WHAT THE EXERCISE ASKS
Identify each line below containing the string "transform" and copy it.

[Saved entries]
_ _ _ _

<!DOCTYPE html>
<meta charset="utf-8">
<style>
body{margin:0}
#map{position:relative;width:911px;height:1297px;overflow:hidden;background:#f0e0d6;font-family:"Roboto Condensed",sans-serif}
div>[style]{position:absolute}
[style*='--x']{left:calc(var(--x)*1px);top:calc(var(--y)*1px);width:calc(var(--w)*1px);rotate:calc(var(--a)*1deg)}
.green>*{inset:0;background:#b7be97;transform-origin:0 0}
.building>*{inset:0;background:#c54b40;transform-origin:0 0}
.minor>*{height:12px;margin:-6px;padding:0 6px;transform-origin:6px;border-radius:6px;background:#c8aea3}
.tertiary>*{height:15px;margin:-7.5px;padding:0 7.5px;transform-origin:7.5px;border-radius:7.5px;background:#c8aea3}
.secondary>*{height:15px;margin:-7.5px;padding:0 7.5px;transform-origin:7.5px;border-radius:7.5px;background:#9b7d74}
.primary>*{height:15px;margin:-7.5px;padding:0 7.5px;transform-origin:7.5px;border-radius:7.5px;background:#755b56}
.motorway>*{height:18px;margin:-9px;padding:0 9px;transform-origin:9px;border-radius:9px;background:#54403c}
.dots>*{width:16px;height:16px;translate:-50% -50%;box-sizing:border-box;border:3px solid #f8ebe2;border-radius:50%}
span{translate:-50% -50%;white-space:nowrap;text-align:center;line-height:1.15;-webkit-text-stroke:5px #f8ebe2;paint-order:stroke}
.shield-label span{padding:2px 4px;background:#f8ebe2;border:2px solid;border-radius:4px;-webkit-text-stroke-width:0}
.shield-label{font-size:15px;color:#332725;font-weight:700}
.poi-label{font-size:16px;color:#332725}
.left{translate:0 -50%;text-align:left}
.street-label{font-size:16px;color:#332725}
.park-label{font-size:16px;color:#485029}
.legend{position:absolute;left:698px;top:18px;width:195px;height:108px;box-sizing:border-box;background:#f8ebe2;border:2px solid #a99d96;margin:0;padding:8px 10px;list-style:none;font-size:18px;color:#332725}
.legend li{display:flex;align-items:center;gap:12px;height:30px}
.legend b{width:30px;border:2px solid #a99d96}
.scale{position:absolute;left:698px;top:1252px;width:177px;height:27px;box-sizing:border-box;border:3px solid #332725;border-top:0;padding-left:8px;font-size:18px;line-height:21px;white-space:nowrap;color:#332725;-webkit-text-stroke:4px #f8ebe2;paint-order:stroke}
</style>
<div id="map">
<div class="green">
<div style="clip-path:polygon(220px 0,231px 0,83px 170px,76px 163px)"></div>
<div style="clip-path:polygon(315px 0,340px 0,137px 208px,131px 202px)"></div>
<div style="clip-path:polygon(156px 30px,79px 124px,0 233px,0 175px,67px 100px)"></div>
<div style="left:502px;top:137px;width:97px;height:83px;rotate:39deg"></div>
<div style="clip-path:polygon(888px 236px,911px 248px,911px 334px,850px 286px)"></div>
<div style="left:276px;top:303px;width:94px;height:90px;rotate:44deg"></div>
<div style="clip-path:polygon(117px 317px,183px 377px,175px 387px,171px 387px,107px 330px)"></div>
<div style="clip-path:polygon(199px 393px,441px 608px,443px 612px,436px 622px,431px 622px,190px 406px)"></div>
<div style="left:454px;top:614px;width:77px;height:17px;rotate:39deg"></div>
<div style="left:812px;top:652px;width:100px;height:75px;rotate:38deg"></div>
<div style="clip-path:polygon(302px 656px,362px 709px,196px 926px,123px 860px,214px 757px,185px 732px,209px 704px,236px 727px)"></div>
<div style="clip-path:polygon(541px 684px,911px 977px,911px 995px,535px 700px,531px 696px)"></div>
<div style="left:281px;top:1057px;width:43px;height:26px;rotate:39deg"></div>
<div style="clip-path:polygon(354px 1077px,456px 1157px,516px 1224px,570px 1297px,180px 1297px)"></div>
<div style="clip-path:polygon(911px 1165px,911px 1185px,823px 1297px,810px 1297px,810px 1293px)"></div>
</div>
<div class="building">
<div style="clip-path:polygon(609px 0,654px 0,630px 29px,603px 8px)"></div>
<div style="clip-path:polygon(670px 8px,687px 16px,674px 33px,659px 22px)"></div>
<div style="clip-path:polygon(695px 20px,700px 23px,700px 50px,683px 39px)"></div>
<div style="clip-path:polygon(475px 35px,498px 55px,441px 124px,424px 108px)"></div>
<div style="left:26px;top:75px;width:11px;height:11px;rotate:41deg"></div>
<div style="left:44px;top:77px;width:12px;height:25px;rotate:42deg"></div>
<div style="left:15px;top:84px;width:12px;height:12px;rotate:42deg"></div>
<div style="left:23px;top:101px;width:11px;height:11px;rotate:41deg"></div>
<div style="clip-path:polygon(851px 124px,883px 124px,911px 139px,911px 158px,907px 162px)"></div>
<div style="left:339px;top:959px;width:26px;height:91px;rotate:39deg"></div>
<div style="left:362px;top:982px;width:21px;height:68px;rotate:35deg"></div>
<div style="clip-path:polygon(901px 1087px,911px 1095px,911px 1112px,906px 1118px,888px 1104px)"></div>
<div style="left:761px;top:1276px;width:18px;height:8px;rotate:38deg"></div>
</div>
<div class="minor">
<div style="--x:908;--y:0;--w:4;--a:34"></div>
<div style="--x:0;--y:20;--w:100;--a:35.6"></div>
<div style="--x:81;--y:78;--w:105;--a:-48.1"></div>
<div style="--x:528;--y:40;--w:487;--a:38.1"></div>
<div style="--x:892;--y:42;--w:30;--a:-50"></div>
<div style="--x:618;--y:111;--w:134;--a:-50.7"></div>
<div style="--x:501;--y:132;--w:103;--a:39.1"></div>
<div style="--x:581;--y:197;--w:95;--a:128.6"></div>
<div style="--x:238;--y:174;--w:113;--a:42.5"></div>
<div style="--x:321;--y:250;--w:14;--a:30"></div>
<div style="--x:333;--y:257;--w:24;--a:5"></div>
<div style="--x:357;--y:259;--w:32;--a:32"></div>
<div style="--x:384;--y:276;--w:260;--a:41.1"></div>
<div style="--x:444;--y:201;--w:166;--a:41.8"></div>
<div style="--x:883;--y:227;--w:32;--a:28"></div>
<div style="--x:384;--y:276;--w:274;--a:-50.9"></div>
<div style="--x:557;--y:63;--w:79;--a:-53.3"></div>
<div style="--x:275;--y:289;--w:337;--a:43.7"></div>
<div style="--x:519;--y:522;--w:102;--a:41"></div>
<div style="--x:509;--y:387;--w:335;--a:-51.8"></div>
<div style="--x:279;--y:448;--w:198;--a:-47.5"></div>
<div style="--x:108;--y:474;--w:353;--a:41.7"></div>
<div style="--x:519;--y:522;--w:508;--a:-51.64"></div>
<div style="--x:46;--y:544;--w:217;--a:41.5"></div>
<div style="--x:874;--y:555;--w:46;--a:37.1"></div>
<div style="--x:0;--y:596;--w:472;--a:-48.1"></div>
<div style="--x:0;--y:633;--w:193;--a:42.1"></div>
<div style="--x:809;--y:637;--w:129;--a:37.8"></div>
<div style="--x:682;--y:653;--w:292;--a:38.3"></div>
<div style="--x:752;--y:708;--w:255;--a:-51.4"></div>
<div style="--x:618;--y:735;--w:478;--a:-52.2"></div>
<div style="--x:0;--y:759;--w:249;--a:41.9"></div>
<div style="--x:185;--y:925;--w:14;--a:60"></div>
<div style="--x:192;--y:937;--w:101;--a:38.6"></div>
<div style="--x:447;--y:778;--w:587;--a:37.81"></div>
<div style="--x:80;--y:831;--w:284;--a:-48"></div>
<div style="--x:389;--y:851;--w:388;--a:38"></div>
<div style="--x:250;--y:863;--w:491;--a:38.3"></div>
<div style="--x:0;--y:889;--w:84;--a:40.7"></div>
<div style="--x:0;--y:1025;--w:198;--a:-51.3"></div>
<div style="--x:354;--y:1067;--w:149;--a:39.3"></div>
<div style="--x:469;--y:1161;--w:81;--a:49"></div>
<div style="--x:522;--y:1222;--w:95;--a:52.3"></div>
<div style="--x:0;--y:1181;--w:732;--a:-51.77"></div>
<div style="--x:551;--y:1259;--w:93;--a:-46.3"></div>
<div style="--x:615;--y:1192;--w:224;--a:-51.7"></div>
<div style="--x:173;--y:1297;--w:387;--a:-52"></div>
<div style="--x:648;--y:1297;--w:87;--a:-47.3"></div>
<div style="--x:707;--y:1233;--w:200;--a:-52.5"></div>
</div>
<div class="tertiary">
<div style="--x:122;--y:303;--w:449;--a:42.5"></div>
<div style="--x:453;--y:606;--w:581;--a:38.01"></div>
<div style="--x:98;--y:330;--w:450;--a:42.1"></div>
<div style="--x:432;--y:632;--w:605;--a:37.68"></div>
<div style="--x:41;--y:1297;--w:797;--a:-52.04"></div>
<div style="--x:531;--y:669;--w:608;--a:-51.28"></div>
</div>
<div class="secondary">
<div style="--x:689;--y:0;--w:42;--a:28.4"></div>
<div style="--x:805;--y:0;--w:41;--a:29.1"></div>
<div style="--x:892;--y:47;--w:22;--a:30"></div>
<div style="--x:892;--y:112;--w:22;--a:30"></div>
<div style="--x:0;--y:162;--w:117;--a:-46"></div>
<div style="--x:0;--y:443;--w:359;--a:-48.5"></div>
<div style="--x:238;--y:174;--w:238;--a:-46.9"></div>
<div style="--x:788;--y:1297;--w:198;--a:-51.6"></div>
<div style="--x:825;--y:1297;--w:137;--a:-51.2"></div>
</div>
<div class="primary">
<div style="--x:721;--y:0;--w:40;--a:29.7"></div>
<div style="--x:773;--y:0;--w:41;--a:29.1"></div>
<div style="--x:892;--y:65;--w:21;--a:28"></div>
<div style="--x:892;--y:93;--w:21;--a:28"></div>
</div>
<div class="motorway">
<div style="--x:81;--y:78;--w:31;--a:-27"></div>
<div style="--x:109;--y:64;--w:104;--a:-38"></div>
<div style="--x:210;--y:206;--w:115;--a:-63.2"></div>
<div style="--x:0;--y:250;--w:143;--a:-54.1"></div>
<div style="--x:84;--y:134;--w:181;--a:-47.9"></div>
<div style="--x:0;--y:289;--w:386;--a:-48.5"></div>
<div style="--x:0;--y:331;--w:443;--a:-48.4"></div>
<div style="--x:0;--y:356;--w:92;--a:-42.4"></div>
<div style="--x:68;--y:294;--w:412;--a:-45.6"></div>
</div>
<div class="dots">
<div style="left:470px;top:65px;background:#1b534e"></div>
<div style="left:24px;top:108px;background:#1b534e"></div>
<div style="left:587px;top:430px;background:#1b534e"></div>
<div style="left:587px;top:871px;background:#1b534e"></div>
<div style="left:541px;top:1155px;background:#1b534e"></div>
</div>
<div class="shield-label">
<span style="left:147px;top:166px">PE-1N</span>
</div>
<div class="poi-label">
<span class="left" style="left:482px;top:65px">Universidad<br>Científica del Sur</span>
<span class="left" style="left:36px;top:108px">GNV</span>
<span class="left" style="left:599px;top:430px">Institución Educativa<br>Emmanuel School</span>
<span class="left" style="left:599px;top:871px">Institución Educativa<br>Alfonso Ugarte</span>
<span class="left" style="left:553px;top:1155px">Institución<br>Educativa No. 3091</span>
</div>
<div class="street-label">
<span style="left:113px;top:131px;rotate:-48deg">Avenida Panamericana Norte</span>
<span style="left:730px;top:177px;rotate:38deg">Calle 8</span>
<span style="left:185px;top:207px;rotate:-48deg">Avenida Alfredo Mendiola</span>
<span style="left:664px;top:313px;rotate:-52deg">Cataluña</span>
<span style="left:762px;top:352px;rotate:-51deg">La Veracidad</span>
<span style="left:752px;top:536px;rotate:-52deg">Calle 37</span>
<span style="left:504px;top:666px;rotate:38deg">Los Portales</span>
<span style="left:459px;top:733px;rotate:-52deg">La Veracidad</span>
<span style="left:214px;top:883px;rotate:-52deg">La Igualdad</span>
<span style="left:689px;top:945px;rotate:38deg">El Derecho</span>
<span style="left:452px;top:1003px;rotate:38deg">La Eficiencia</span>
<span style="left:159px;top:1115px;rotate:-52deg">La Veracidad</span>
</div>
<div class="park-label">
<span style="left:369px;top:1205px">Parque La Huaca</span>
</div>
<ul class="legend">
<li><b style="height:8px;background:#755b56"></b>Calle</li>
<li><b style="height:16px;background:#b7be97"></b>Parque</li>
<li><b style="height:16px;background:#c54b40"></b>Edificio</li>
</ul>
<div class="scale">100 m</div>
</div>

_ _ _ _

SOLVED EXERCISE
.green>*{inset:0;background:#b7be97;transform-origin:0 0}
.building>*{inset:0;background:#c54b40;transform-origin:0 0}
.minor>*{height:12px;margin:-6px;padding:0 6px;transform-origin:6px;border-radius:6px;background:#c8aea3}
.tertiary>*{height:15px;margin:-7.5px;padding:0 7.5px;transform-origin:7.5px;border-radius:7.5px;background:#c8aea3}
.secondary>*{height:15px;margin:-7.5px;padding:0 7.5px;transform-origin:7.5px;border-radius:7.5px;background:#9b7d74}
.primary>*{height:15px;margin:-7.5px;padding:0 7.5px;transform-origin:7.5px;border-radius:7.5px;background:#755b56}
.motorway>*{height:18px;margin:-9px;padding:0 9px;transform-origin:9px;border-radius:9px;background:#54403c}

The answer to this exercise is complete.